Here’s the catch: my SWL receiver is battery powered, portable, and I can throw it in a rucksack–so I want my antenna to be backpack-able as well, so I can go up mountains and catch some waves.

So I could use some help, advice, or hints. I had considered getting a hula hoop from the store, slitting it open, and winding the wire into the inside of the hoop with turnouts at specific lengths to “tap” off of. It’s an idea. I wanted to see if I could do a multi-band antenna in one unit.

What do you guys use for portable antennae?

Tripler
Quite possibly the nerdiest post I’ve ever made. :cool:

One suspects you want a helical whip - aka broomstick.

Basically get a length of tubing and wind your wire in a single layer down it’s length. Capacitive hat helps. Google it - there are lots.

Will probably need a tuner to match to your receiver - easy as well to knock one up.

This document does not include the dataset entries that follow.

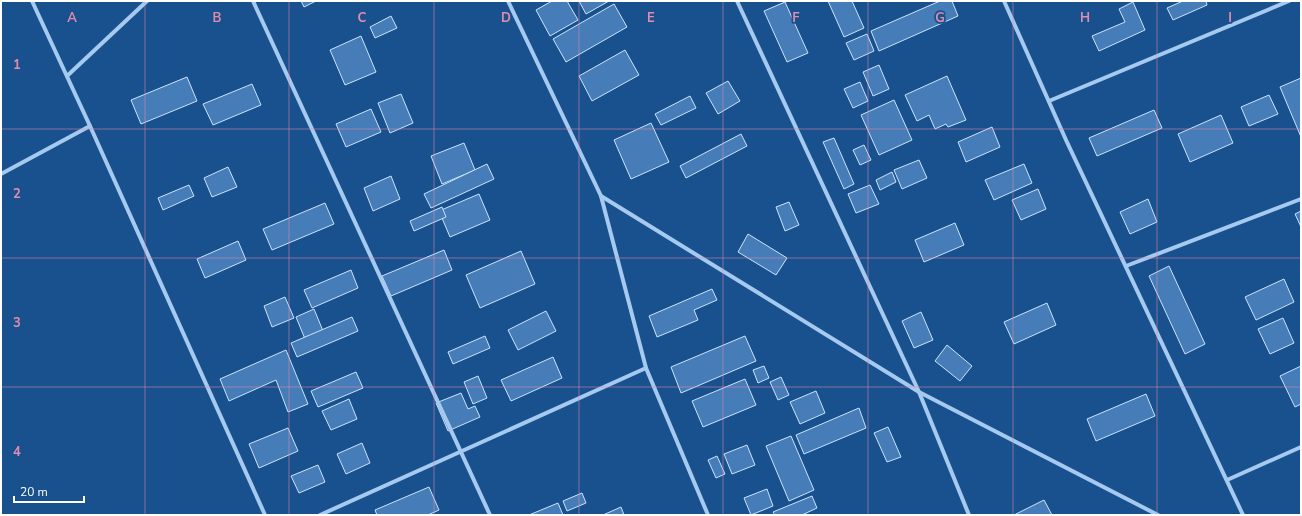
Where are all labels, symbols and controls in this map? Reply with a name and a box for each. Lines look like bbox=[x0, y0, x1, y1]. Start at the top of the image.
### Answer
text: A bbox=[67, 9, 77, 27]
text: B bbox=[213, 9, 222, 27]
text: C bbox=[358, 9, 367, 27]
text: D bbox=[501, 9, 511, 27]
text: E bbox=[647, 9, 655, 27]
text: F bbox=[792, 9, 800, 27]
text: G bbox=[935, 9, 945, 27]
text: H bbox=[1080, 9, 1090, 27]
text: I bbox=[1228, 9, 1232, 27]
text: 1 bbox=[13, 56, 21, 74]
text: 2 bbox=[13, 185, 21, 203]
text: 3 bbox=[13, 314, 21, 332]
text: 4 bbox=[13, 443, 21, 461]
scale bar bbox=[14, 478, 84, 504]
text: 20 m bbox=[20, 484, 48, 500]

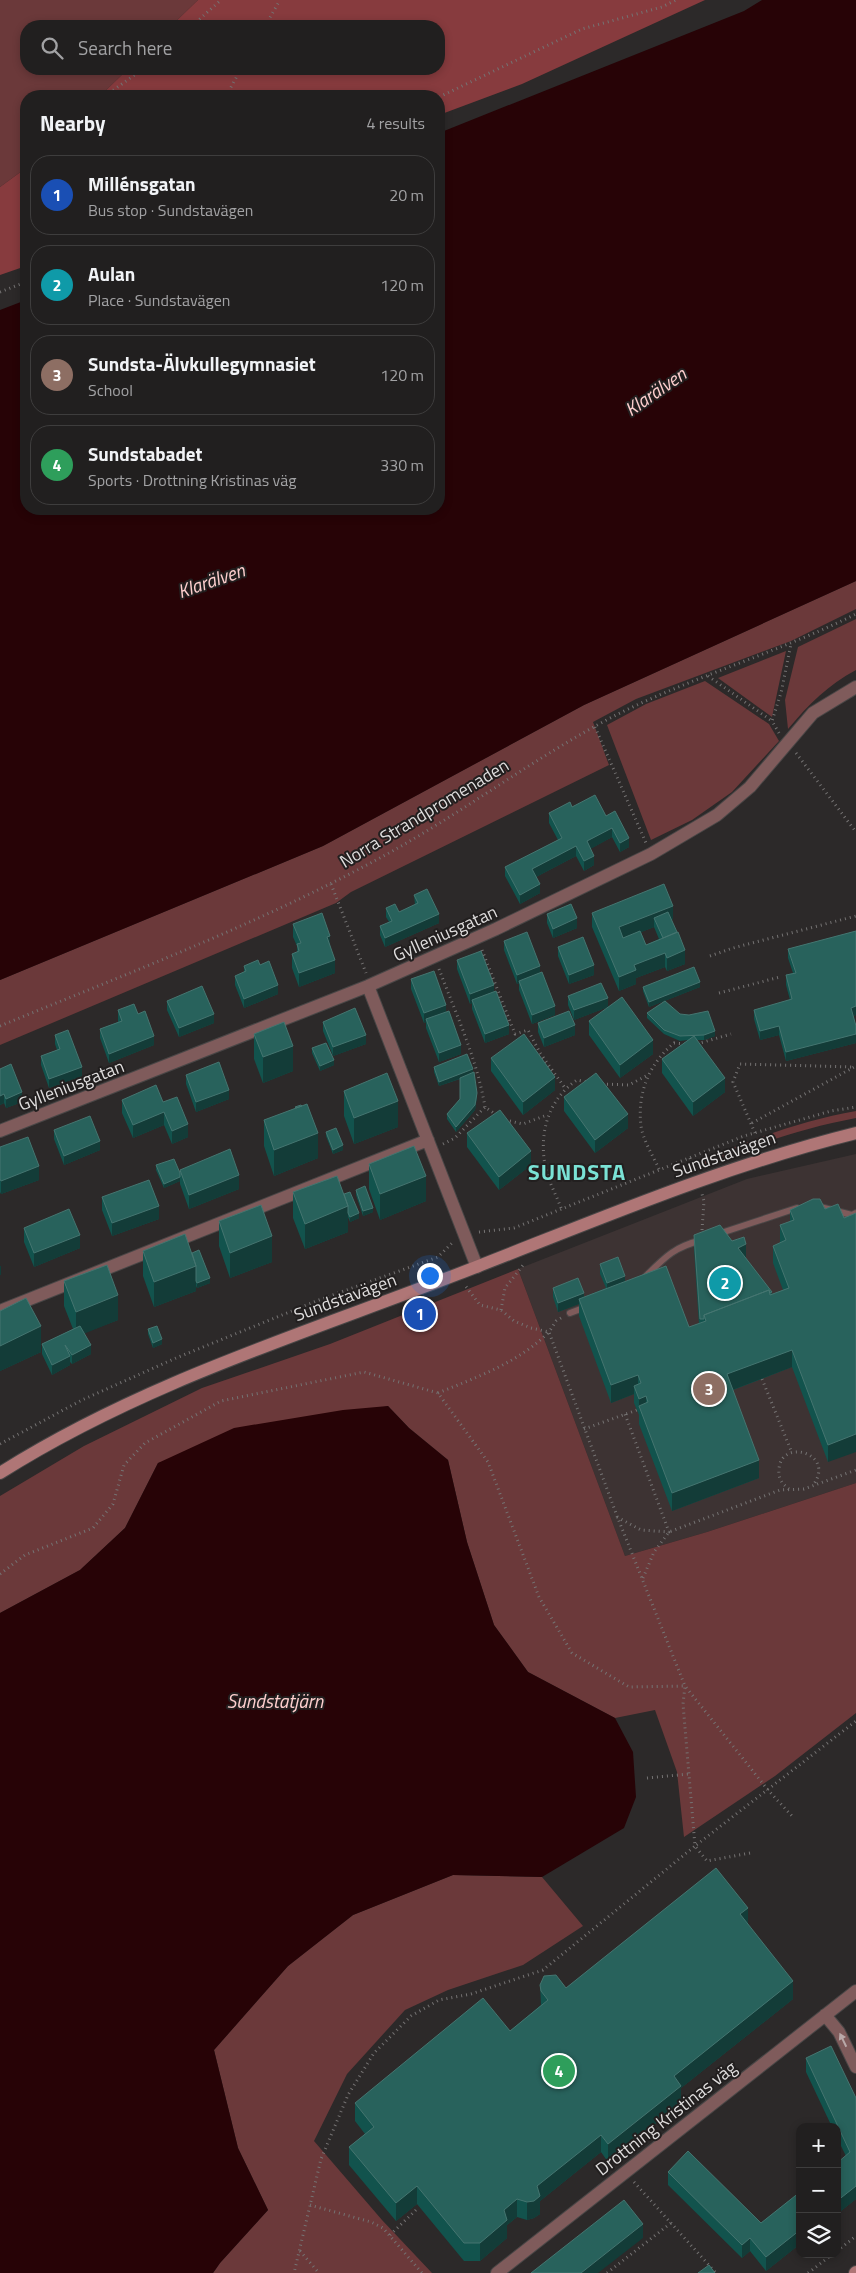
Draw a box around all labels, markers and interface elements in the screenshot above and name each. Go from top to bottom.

You want to keep that quite still , tight and firm on very stiff mount a hula hoop may tend to shake it too much… certainly no hanging it from trees… Well you can… you can take 15’ or something as a single use hang from tree antenna…

Loops are good for space restrictions (such as apartment operation) and nulling out local interference (neighbor’s noisy lamp ballasts). You will probably have neither in your mountaintop situations. You would also be the guy with the hula hoop everyone on the mountain is avoiding.

A vertical is OK but will typically be noisier than a horizontal orientation for several reasons but mostly that a lot of broadcast antennas are vertically polarized and will introduce noise. There is also the significant disadvantage of needing to get some big height. Of course, you may not always be able to rely on trees and other natural structures for vertical hanging.

I think you’ll be best off with a simple random length wire. I can’t recommend the magnet wire you have since it is probably quite stiff and will not lay flat. It may also have a fairly low copper content (poor conductivity) and may even be steel which will rust. It may also stretch.
You’ll still need structures to get off the ground but a shallow sloper can work just fine.

I’ve never bought from them but have heard many, many great reviews from the Wireman:
https://thewireman.com/antennap.html
I’d sure like to have a few hundred feet of their (his?) 259 strand ‘silky’ or Flexweave stuff. You could coil it up and later toss it out and it will tend to not kink and knot up on you. You’ll appreciate a nice, smooth surface when it is time to reel it back in, too.

I don’t think there are multiband antennas for shortwave listening like you’d have with a transceiver. You don’t need to worry about an SWR match. Longer is probably better here. You also won’t need a counterpoise or radial array for receive only which cuts your copper down by half or more. You will not need a tuner.

-jngl/Amateur Extra

Hrm, very good points. . .
**
Francis Vaughan**, and Isilder bring up a good point about the fragibility of the wire, even inside a hula hoop; I wonder if I can simply wind a loop around something else, and fix down the wire with tape.

I do have an apartment, and think a loop might give me more directionality than a coiled whip. Although. . . the whip would be easier to carry up a mountain. . . My only concern with the helical whip is how far I’d have to space out each turn for such a low frequency. Helical antennae are good for the GHz range. I’m looking at MHz, which would make the thing 200’ long.

I guess I could do it. Just would have one hell of a hike! :slight_smile:

Tripler
Oh, but man, I could darn well do direction finding with a 200’ long helical antenna.